Bioactive polymeric scaffolds for tissue engineering

Abstract

A variety of engineered scaffolds have been created for tissue engineering using polymers, ceramics and their composites. Biomimicry has been adopted for majority of the three-dimensional (3D) scaffold design both in terms of physicochemical properties, as well as bioactivity for superior tissue regeneration. Scaffolds fabricated via salt leaching, particle sintering, hydrogels and lithography have been successful in promoting cell growth in vitro and tissue regeneration in vivo. Scaffold systems derived from decellularization of whole organs or tissues has been popular due to their assured biocompatibility and bioactivity. Traditional scaffold fabrication techniques often failed to create intricate structures with greater resolution, not reproducible and involved multiple steps. The 3D printing technology overcome several limitations of the traditional techniques and made it easier to adopt several thermoplastics and hydrogels to create micro-nanostructured scaffolds and devices for tissue engineering and drug delivery. This review highlights scaffold fabrication methodologies with a focus on optimizing scaffold performance through the matrix pores, bioactivity and degradation rate to enable tissue regeneration. Review highlights few examples of bioactive scaffold mediated nerve, muscle, tendon/ligament and bone regeneration. Regardless of the efforts required for optimization, a shift in 3D scaffold uses from the laboratory into everyday life is expected in the near future as some of the methods discussed in this review become more streamlined.

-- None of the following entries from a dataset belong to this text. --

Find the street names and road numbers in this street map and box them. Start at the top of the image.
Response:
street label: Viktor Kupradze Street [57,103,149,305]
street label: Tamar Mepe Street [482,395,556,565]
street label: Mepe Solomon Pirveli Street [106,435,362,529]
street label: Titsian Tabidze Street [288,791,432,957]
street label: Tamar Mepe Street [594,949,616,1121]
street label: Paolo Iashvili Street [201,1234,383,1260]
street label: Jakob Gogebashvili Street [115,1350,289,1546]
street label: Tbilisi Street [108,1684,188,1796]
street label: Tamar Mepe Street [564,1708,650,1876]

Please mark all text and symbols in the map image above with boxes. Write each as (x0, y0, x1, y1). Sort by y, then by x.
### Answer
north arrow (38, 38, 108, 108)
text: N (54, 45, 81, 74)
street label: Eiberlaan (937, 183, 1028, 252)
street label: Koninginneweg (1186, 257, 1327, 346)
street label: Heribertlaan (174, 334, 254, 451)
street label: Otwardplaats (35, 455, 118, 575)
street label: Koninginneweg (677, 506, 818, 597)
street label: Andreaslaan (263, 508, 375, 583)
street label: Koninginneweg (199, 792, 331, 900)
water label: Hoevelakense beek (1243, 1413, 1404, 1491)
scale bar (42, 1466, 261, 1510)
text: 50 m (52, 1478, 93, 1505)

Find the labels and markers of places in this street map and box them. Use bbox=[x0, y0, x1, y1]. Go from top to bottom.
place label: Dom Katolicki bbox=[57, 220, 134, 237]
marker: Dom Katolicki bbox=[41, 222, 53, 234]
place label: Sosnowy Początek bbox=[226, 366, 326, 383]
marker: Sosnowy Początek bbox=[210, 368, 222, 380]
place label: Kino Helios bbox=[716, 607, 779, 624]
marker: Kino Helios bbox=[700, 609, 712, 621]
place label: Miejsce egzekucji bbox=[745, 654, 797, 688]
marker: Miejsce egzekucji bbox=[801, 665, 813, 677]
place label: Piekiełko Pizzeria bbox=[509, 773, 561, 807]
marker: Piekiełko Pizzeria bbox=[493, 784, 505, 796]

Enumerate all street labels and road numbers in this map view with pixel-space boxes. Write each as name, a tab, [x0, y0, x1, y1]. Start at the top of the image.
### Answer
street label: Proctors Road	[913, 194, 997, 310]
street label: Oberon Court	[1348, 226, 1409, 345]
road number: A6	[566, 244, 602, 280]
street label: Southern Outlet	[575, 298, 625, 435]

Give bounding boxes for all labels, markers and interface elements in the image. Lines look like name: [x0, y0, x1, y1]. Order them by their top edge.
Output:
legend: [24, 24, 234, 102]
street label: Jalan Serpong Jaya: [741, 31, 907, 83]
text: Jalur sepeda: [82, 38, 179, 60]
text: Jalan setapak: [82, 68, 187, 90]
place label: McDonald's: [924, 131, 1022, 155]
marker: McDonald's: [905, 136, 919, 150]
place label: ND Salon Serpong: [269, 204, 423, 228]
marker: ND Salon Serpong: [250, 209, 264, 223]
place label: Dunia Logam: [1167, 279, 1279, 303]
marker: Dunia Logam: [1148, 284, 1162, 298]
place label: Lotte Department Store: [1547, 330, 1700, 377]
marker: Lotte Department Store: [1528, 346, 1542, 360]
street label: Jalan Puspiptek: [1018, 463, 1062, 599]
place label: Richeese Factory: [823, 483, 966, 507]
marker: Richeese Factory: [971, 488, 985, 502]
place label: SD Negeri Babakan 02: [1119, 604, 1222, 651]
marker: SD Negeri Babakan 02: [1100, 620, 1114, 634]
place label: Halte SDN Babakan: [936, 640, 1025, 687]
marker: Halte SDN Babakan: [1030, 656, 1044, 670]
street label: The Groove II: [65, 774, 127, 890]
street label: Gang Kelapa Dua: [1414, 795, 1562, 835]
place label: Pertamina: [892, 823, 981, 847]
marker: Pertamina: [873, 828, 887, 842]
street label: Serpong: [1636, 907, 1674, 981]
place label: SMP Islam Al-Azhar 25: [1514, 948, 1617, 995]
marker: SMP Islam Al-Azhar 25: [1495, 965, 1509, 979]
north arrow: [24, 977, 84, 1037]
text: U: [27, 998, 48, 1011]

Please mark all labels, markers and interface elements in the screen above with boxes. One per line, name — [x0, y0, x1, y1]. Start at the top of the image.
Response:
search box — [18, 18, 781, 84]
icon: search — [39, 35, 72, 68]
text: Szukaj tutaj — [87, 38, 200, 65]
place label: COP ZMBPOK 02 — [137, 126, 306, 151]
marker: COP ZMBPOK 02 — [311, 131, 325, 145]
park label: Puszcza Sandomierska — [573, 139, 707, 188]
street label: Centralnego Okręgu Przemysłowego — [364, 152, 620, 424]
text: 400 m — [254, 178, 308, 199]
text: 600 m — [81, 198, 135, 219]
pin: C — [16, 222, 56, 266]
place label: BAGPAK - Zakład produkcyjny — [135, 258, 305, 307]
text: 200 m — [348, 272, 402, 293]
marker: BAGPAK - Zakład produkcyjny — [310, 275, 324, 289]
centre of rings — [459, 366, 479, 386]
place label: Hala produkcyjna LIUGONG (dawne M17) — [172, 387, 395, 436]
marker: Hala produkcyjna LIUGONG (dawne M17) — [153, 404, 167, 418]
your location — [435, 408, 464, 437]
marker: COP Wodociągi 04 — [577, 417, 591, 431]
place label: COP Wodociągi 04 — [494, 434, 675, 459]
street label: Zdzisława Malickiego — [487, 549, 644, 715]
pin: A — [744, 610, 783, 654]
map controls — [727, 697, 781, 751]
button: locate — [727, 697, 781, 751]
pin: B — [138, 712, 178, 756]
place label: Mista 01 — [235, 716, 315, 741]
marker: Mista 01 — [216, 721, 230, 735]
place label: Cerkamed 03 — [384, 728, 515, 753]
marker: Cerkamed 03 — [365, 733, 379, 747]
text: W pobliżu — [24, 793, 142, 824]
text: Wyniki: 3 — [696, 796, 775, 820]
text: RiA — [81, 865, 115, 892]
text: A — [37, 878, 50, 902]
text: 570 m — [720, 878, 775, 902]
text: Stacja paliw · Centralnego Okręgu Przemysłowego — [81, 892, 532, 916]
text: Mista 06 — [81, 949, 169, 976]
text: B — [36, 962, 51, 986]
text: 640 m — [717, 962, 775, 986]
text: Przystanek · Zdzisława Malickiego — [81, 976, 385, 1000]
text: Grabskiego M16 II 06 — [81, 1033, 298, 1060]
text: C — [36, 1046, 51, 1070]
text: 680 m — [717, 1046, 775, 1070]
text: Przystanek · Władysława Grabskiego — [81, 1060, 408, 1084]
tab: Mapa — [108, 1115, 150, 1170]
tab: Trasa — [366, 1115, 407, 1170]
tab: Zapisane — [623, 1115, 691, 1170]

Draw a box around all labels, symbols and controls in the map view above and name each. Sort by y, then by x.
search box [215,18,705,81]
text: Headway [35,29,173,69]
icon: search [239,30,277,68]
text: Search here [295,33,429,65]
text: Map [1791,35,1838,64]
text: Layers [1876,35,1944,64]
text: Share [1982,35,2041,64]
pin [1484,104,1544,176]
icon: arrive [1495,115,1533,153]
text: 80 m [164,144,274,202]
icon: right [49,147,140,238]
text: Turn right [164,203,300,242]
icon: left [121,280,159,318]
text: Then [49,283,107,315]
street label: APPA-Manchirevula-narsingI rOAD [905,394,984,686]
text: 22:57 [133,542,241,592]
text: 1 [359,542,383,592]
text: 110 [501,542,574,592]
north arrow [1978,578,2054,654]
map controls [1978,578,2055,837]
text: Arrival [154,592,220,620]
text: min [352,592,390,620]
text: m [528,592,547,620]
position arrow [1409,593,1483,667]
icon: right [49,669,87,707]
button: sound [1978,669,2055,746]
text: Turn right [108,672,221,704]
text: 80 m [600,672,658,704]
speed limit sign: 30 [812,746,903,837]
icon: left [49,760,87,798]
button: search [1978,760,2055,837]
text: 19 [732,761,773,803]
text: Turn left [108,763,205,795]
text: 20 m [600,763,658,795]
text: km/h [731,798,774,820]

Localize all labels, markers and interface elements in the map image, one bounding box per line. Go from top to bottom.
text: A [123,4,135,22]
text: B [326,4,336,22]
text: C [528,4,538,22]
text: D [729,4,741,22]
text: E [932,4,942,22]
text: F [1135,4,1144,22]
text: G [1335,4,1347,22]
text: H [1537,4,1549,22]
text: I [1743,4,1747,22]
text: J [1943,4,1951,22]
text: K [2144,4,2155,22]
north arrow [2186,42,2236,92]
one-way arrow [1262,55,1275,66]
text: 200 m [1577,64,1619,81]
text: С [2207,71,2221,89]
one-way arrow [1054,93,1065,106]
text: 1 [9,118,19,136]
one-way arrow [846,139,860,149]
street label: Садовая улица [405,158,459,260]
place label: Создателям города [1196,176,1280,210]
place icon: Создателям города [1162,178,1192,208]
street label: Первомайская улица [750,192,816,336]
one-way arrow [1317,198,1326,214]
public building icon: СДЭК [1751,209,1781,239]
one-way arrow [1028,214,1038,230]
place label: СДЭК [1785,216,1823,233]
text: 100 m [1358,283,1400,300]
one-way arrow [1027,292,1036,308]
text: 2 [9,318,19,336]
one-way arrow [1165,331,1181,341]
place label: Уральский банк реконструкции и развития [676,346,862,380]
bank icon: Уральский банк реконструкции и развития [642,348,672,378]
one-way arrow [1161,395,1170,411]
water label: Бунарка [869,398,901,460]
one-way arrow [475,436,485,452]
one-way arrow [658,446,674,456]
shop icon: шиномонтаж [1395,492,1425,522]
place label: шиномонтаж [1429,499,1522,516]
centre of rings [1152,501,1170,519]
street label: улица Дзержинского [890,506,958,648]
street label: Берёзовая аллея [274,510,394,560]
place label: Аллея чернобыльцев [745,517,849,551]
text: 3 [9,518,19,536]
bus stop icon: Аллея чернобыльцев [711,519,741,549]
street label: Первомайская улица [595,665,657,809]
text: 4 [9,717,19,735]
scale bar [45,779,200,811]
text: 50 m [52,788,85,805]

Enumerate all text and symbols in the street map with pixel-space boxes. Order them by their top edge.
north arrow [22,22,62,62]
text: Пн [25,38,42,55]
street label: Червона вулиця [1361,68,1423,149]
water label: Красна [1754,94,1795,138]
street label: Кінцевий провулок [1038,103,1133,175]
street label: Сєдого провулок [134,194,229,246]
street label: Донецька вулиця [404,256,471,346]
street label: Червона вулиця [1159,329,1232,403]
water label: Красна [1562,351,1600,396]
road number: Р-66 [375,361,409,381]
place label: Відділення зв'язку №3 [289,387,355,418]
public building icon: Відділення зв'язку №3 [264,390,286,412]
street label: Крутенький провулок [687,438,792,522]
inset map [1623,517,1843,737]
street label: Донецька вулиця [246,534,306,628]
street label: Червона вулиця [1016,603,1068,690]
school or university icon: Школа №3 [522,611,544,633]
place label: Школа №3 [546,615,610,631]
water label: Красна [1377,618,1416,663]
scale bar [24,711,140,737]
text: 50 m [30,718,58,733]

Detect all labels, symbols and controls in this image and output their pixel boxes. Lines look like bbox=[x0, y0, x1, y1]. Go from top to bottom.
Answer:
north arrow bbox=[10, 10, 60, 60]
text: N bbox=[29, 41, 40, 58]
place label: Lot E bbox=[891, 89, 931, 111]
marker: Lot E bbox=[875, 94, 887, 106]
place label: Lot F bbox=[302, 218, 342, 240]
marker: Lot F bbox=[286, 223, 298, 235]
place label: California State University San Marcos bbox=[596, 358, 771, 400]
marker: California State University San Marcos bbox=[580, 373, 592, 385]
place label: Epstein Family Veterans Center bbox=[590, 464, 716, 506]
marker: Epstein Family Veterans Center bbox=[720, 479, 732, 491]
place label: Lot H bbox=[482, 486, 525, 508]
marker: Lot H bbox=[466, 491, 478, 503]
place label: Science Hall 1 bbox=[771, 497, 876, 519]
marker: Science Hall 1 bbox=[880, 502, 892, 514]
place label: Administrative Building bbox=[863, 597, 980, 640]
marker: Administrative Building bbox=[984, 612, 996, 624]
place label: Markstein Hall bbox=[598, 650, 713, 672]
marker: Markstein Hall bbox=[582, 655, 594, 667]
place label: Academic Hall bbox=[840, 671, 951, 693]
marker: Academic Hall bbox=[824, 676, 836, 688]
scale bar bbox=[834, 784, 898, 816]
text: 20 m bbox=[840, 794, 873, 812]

Keywords: Bioactive; Biodegradable; Biomaterials; Porosity; Scaffold; Tissue regeneration.

Graphical abstract

Fig. 1

There is always a tradeoff between mechanical strength and porosity, which must be fine-tuned depending on the tissue in question and the specific application.

Fig. 2

The surface morphology of typical PLLA nanofibrous scaffolds can be seen using SEM microscopy . The fibers represented indicate pure PLLA (a), PLLA with 2%Rg3 (b), PLLA with 6% Rg3 (c), and PLLA with 10% Rg3 (d). Rg3 is used to enhance the scaffold bioactivity as the compound plays a critical role in scar reduction, making such a material more useful for skin regeneration applications. It can be seen that the fibers are relatively uniform as well in structure, allowing for cellular infiltration of the scaffolds.

Fig. 3

A typical collagen scaffold is shown above, where (A) is the scaffold with 8 mm diameter and 2 mm thickness and (B) is a surface view (left) via SEM technology and a cross sectional view (right) . Scaffolds have an average pore size of about 80 μm and were fabricated with the use of a lyophilizer in order to create the porous structures shown. The rough surface morphology associated with many collagen type II scaffolds can be seen.

Fig. 4

Cellular staining for collagen type II and aggrecan markers demonstrates cellular viability on photo-crosslinked HA scaffolds in vitro for cartilage tissue engineering applications . Collagen type II and aggrecan are important byproducts for demonstrating cellular viability in many applications. One can observe the secretion of collagen and aggrecan markers as the amount of crosslinking is increased throughout the scaffold. It can also be observed that collagen type II and aggrecan markers are more concentrated at the edge of the constructs rather than towards the center.

Fig. 5

A typical chitosan-collagen composite microstructure is shown above using SEM technology . Part (A) is a zoomed out image of the structure, while (B) demonstrates the spherical nature of the microparticles. Part (C) displays the honey-bomb structure, while parts (D), (E), and (F) display the unique orientation of the micro-channels throughout the structure, which are formed by interconnected microparticles.

Fig. 6

A 3D printed brain model is shown . Part (A) shows a sagittal view of the brain from an MRI scan, (B) shows the rendered digital image, (C) shows the 3D printed result, and (D) shows electrical stimulation of the model. The model can be electrically stimulated in vitro for cell studies, albeit being able to replicate the functionality of the human brain in its entirety is still a very long way.

Fig. 7

Nanofiber morphology via SEM is shown . Part (A) shows the superfine diameter of the fibers, while (B) and (C) demonstrate the morphology before and after dipping in aqueous solution respectively. Polystyrene (PS) is used as a material. Through inspection, it can be visually noted that the fibers are of a uniform diameter, which is important for cellular compatibility.

Fig. 8

A typical PGA/Collagen NGC is shown above . Part (A) shows a digital image of the conduit, with (B) and (C) demonstrating how it fits into a nerve gap. The broken nerve has two cut ends and the tube fits directly between them, allowing for further outgrowth toward the gap itself.

Fig. 9

Silk fibroin scaffolds were stained with GFP at 8 weeks post in vivo operation . Part (a) represents pure silk, (b) is cell proliferation on the scaffold, (c) shows silk with VEGF and BMP-2 growth factors for vascularization, and (d) demonstrates cellular proliferation once again. New vasculature can be seen forming via VEGF stimulation.